WHAT IS EXPECTED
Whenever a line in the records below contains "Keep", pick it out.

RECORDS FOR THIS TASK
*****

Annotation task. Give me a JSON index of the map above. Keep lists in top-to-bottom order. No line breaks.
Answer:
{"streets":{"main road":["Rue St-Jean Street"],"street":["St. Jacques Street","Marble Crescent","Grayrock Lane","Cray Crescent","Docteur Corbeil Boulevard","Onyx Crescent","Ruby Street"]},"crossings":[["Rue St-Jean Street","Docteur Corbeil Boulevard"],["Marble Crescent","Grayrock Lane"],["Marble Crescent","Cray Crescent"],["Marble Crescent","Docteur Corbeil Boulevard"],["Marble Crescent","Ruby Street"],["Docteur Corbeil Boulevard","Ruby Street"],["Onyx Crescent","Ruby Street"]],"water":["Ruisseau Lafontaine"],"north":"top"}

*****

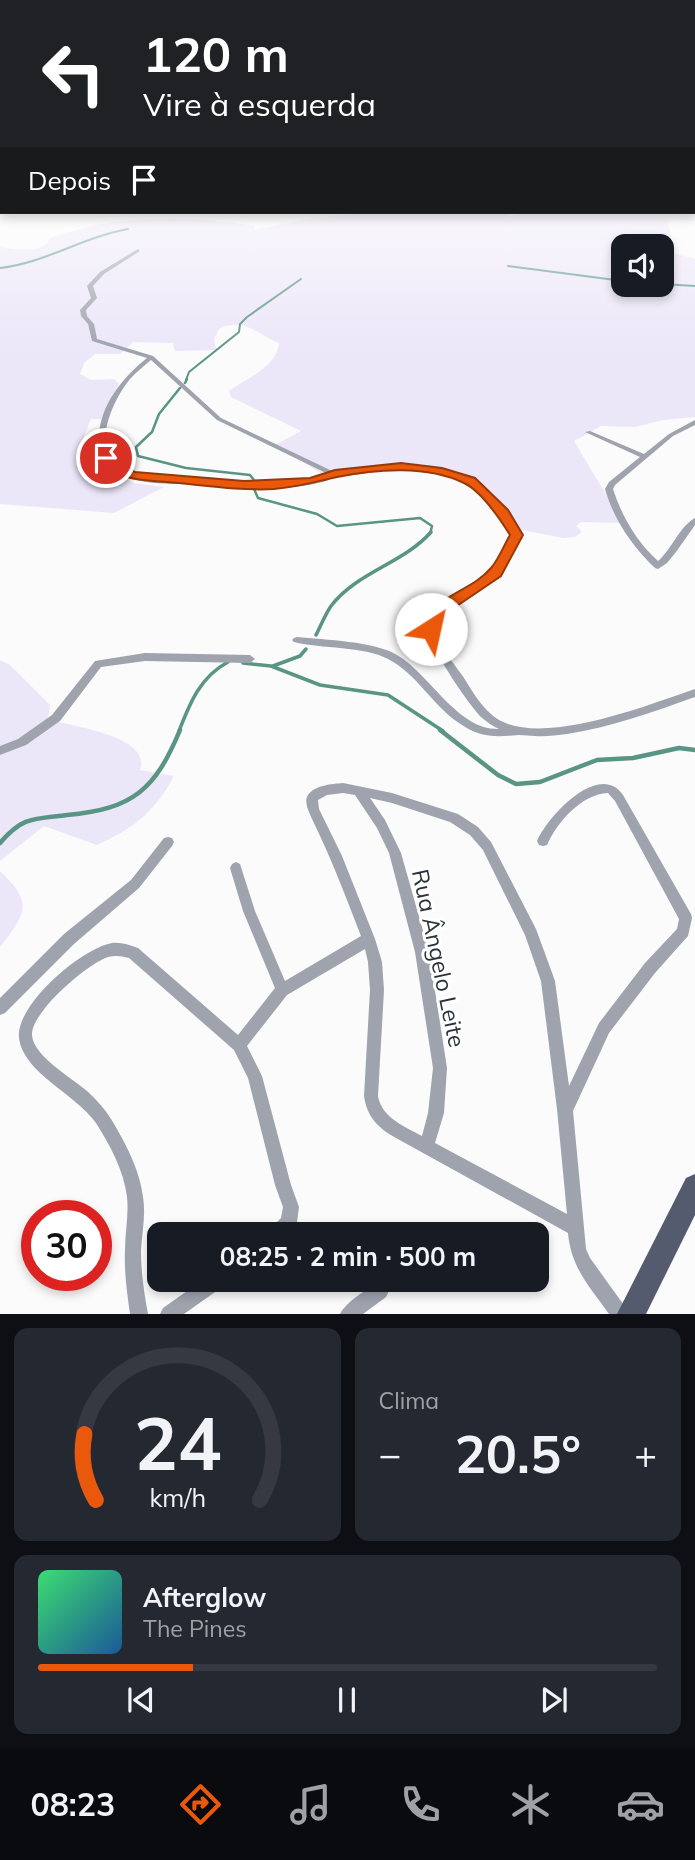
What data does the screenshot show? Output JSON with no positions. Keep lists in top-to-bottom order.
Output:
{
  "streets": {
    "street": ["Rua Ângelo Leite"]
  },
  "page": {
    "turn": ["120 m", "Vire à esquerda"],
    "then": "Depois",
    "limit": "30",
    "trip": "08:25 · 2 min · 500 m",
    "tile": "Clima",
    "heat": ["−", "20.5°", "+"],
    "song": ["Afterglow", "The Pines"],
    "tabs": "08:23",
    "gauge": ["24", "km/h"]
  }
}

*****

RESPONSE AREA
Annotation task. Give me a JSON index of the map above. Keep lists in top-to-bottom order. No line breaks.
What data does the screenshot show? Output JSON with no positions. Keep lists in top-to-bottom order.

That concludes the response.